• Collected data:
-- Opening Marker --
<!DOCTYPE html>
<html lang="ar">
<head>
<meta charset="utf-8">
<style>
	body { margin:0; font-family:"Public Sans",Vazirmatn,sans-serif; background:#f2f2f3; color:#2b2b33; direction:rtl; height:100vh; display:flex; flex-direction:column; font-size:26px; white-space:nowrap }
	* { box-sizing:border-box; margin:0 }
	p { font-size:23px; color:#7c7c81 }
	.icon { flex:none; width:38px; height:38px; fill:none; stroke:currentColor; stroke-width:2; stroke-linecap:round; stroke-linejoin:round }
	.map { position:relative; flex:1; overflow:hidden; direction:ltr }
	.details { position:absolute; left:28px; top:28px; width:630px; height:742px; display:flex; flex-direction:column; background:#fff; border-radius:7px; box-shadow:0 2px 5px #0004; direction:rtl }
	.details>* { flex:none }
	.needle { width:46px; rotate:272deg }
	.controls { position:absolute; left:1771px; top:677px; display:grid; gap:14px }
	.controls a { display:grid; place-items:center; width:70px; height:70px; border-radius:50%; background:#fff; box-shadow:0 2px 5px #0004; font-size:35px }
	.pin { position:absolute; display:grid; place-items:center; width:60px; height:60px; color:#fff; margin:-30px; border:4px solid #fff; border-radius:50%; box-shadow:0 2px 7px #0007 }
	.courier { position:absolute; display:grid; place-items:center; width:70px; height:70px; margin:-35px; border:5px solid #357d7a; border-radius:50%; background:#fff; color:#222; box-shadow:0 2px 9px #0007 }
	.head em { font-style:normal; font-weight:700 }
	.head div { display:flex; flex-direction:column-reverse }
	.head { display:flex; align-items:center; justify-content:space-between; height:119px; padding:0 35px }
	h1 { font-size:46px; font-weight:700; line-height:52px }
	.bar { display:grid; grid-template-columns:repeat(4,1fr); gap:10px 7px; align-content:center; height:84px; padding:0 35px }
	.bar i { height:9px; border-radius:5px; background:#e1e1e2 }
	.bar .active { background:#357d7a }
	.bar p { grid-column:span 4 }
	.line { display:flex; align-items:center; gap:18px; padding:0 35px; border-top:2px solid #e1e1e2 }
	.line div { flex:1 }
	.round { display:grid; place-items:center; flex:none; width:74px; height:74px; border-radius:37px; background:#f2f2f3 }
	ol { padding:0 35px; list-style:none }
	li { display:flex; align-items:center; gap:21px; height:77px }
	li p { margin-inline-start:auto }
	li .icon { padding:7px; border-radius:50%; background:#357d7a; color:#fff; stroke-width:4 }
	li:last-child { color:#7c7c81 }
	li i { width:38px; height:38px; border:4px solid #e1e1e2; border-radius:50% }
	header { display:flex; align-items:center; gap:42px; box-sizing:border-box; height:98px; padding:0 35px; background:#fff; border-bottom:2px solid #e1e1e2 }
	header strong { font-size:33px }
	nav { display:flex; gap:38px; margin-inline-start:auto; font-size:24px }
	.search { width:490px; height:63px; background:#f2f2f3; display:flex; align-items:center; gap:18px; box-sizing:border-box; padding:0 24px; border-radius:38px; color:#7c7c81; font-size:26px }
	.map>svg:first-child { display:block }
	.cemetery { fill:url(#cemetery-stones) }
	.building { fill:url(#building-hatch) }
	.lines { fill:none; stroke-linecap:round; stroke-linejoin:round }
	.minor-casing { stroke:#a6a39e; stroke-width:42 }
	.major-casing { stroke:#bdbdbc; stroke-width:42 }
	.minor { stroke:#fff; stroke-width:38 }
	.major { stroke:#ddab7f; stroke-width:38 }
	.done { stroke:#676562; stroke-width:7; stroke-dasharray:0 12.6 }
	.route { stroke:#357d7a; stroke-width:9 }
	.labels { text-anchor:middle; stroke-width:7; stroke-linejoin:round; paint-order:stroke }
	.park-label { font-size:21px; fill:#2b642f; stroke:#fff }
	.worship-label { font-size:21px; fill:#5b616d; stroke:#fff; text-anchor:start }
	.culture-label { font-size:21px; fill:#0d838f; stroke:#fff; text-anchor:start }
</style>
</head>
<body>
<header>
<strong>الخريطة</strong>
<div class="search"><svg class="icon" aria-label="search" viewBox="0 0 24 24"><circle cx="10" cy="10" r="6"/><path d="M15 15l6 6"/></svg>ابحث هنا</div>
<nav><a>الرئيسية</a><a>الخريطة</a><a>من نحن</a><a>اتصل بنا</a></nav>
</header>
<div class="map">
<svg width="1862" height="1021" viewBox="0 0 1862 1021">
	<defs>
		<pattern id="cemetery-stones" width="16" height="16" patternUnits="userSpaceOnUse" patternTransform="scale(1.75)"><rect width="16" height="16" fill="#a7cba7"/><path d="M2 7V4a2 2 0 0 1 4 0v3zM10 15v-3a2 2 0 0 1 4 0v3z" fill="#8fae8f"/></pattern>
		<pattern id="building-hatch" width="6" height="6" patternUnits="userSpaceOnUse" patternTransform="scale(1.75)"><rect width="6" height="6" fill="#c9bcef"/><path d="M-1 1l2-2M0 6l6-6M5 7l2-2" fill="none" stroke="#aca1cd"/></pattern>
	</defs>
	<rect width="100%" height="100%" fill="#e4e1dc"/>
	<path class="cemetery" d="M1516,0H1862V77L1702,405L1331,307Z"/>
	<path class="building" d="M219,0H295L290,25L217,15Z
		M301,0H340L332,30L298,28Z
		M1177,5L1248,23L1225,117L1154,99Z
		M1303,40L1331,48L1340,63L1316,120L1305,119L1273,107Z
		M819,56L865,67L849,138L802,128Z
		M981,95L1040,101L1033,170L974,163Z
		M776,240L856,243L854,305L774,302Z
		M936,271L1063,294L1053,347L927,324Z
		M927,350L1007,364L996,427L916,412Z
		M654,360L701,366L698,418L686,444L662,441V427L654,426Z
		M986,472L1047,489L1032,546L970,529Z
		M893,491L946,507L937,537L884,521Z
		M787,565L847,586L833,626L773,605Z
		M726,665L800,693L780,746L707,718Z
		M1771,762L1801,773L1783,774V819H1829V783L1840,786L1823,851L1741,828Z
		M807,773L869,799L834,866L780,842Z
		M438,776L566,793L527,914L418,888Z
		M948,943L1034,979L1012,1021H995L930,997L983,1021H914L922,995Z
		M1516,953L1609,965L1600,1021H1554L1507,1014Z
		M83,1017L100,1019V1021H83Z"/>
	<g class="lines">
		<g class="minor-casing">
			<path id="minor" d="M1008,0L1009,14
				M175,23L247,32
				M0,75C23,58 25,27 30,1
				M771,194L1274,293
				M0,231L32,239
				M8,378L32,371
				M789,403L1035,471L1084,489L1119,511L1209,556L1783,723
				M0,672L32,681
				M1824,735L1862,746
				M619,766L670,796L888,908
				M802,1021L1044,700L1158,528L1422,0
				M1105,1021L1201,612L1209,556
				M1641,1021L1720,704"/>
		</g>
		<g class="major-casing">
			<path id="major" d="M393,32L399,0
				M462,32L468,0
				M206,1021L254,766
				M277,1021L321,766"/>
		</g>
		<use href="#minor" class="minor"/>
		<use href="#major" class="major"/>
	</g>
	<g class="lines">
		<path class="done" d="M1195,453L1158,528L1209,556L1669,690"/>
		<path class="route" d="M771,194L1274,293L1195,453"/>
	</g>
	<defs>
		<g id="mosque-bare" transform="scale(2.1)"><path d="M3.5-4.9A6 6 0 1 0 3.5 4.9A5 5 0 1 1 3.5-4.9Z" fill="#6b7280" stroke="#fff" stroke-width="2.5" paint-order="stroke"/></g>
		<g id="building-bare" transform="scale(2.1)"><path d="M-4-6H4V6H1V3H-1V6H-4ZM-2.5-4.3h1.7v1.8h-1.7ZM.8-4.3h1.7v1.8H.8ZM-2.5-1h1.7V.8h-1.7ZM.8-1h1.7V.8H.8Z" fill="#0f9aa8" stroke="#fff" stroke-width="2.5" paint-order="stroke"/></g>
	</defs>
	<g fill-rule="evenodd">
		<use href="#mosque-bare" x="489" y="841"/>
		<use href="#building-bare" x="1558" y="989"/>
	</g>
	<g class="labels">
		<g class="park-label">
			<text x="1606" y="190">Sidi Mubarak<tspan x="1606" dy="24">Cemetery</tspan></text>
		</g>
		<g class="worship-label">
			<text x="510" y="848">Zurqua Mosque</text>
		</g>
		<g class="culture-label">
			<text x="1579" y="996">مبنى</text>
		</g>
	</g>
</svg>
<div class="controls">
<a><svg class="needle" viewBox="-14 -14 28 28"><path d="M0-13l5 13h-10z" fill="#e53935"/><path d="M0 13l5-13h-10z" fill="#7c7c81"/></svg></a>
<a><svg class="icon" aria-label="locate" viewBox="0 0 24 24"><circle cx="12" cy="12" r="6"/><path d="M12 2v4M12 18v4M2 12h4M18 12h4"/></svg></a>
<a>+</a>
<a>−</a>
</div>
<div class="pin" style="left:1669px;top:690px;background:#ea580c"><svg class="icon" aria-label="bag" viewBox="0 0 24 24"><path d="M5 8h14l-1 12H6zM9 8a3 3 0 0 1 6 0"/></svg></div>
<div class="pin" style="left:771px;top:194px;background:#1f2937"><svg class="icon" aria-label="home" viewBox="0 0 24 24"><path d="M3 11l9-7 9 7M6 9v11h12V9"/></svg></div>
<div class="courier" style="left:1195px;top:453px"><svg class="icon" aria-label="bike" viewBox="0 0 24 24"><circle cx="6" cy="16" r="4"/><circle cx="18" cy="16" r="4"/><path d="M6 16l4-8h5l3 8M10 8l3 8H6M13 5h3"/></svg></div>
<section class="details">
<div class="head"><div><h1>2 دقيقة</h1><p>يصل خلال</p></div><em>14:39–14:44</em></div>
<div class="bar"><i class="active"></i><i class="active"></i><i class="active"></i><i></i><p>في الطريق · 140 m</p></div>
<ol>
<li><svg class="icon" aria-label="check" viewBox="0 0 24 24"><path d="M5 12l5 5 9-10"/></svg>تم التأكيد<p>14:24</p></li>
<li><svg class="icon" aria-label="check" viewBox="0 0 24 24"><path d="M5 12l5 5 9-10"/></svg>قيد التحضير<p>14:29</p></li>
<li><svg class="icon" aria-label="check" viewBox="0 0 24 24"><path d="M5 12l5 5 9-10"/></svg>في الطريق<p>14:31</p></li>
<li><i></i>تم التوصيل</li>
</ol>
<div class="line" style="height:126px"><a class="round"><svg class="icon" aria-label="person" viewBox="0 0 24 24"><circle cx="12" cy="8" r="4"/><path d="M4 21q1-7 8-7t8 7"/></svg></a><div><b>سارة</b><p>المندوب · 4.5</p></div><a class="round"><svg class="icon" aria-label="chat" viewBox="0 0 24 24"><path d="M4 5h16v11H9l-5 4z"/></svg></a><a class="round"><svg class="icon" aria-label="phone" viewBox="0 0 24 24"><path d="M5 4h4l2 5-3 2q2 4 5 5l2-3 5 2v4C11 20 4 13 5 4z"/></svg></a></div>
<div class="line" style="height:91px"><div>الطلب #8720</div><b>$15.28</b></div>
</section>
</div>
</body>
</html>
-- Closing Marker --
• EXERCISE DESCRIPTION:
From the data above, copy each line that has the string "stones".

• SOLUTION TO THE EXERCISE:
	.cemetery { fill:url(#cemetery-stones) }
		<pattern id="cemetery-stones" width="16" height="16" patternUnits="userSpaceOnUse" patternTransform="scale(1.75)"><rect width="16" height="16" fill="#a7cba7"/><path d="M2 7V4a2 2 0 0 1 4 0v3zM10 15v-3a2 2 0 0 1 4 0v3z" fill="#8fae8f"/></pattern>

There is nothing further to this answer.